Gede Juta sepakat, tapi nasib tidak. Suatu senja, ketika langit dipenuhi pantulan warna darah, ia pulang dengan wajah pucat. Tanpa ijazah. Ia tak bicara meski terus diburu pertanyaan dari ayah, ibu, kerabat dan tetangga. Ia menolak bercerita. Berhari-hari hanya diam. Jika pertanyaan kian bertubi, ia kemudian hanya menggeleng. Ia jadi terbiasa menggeleng meski tak ada lagi orang bertanya. Sejak itu, Gede Juta dianggap mengidap gangguan saraf, tak waras. Hilang ingatan, hilang pikiran. Ayah dan ibunya sedih, sakit, dan keduanya kemudian meninggal.

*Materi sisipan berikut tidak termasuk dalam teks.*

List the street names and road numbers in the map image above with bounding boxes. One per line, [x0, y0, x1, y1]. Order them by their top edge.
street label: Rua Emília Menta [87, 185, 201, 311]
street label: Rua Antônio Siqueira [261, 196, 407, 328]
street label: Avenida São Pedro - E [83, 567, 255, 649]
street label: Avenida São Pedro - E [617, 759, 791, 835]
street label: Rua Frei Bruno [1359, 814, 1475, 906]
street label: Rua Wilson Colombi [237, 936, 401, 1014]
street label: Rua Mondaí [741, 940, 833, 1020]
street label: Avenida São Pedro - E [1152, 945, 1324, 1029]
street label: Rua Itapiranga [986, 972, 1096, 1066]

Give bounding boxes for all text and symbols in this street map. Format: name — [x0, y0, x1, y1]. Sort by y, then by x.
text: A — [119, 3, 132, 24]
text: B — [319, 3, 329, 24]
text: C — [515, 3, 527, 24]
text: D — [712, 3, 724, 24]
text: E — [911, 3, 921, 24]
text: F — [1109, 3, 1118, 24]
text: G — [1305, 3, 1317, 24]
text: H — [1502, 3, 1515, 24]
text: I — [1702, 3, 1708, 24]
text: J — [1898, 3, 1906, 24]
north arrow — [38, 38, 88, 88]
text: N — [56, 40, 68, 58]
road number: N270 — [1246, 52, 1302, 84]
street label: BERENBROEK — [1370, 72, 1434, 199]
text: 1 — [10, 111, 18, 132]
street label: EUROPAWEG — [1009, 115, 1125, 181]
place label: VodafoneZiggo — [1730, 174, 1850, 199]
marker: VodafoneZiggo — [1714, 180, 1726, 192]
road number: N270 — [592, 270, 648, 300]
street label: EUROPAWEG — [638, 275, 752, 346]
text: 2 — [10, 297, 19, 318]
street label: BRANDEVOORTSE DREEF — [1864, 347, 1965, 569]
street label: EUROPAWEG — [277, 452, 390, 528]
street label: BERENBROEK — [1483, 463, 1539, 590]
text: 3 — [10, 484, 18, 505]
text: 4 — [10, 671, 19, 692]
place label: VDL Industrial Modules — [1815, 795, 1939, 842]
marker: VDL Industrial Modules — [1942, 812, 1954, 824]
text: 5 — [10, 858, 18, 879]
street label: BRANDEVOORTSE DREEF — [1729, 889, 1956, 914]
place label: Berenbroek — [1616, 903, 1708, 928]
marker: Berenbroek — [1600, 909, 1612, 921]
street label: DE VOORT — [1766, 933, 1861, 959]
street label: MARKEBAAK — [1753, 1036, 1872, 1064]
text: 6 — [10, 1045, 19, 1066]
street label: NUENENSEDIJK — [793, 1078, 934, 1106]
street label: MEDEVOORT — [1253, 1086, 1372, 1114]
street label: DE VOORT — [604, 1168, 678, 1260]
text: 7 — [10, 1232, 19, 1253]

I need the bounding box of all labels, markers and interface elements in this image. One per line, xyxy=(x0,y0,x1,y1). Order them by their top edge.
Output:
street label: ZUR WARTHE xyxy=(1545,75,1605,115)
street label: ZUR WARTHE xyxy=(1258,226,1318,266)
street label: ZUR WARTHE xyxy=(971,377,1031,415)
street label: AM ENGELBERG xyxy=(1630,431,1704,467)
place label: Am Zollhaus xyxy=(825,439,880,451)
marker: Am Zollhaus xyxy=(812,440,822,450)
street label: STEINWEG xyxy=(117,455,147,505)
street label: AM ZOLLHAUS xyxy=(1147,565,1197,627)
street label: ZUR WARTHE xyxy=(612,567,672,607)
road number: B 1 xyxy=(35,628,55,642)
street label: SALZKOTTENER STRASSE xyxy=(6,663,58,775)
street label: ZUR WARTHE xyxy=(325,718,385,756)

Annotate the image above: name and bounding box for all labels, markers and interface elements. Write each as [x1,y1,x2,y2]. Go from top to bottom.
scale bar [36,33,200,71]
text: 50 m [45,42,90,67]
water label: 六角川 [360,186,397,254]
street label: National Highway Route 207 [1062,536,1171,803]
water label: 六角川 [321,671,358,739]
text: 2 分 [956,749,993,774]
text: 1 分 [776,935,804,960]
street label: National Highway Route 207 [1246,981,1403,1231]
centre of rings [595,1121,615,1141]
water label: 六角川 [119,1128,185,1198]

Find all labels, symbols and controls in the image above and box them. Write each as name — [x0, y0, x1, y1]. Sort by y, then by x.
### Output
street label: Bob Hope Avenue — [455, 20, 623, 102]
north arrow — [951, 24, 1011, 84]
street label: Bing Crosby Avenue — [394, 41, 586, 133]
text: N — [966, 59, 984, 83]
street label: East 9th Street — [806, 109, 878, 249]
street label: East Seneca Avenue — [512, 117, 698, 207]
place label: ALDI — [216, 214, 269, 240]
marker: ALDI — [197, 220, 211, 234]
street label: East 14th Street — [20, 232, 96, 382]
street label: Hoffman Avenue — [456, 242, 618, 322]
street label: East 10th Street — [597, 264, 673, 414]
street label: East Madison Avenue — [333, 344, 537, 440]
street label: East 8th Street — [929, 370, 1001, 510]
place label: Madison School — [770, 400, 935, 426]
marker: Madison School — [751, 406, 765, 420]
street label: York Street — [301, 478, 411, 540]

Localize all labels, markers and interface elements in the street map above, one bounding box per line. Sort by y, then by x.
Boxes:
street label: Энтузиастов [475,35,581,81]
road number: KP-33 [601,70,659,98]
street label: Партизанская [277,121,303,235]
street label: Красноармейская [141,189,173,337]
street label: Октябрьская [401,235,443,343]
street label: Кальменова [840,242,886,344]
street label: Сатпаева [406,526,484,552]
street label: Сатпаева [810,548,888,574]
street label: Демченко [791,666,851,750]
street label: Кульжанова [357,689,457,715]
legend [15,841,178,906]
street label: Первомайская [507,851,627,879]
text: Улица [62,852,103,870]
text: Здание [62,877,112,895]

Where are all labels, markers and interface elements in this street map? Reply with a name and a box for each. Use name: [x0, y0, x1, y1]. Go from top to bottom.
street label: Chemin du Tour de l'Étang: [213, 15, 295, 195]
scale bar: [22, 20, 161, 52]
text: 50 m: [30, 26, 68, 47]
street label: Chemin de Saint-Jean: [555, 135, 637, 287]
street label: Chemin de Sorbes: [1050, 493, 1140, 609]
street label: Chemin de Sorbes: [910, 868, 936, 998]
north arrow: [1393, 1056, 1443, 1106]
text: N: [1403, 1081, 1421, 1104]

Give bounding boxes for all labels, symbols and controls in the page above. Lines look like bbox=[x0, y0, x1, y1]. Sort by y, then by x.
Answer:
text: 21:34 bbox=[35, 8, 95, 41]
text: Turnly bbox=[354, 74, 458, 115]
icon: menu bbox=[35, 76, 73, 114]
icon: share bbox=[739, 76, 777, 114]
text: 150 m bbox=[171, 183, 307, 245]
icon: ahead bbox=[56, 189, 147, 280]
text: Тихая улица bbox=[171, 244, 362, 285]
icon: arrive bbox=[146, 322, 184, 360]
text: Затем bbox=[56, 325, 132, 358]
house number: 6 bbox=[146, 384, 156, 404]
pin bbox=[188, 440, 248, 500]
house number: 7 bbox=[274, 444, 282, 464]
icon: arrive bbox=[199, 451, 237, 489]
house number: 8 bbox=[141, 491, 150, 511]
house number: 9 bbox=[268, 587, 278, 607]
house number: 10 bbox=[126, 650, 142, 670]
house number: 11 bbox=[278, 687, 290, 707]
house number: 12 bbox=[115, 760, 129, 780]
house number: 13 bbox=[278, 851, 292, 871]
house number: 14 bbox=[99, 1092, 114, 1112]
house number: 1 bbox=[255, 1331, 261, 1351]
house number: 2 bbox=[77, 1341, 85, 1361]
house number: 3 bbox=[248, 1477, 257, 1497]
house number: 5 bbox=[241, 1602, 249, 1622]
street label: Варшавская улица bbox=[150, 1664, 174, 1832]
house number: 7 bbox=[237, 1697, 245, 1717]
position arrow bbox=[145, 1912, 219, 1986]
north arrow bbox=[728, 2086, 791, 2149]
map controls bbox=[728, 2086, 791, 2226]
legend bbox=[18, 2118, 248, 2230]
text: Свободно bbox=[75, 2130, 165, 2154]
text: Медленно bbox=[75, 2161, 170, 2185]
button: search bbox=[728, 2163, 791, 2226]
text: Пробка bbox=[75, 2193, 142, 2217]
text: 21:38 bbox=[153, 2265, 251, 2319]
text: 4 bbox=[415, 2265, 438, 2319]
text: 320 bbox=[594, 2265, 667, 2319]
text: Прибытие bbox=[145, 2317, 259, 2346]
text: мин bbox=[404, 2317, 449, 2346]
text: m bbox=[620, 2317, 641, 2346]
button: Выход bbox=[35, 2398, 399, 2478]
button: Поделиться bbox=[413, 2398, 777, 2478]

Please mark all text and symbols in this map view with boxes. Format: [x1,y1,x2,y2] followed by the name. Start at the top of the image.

Sepeninggal orang tua, Gede Juta mengolah sawah dengan amat giat. Ia berlumur lumpur dan mengurus kebun, juga memelihara ternak, dari pagi hingga malam, bahkan sering kerja hingga 24 jam sehari. Ia mencangkul, membajak, menanam, dan menunaikan panen sendirian. Ia tak menikah dan benar-benar sendiri. Padahal seperti perumpamaan orang-orang, luas sawahnya mencapai tiga danau. Sementara itu, ia tetap enggan bicara dan terus menggeleng. Ia bungkam karena takut bercerita. Ia jarang istirahat karena takut melamun. Ia jarang tidur karena takut bermimpi.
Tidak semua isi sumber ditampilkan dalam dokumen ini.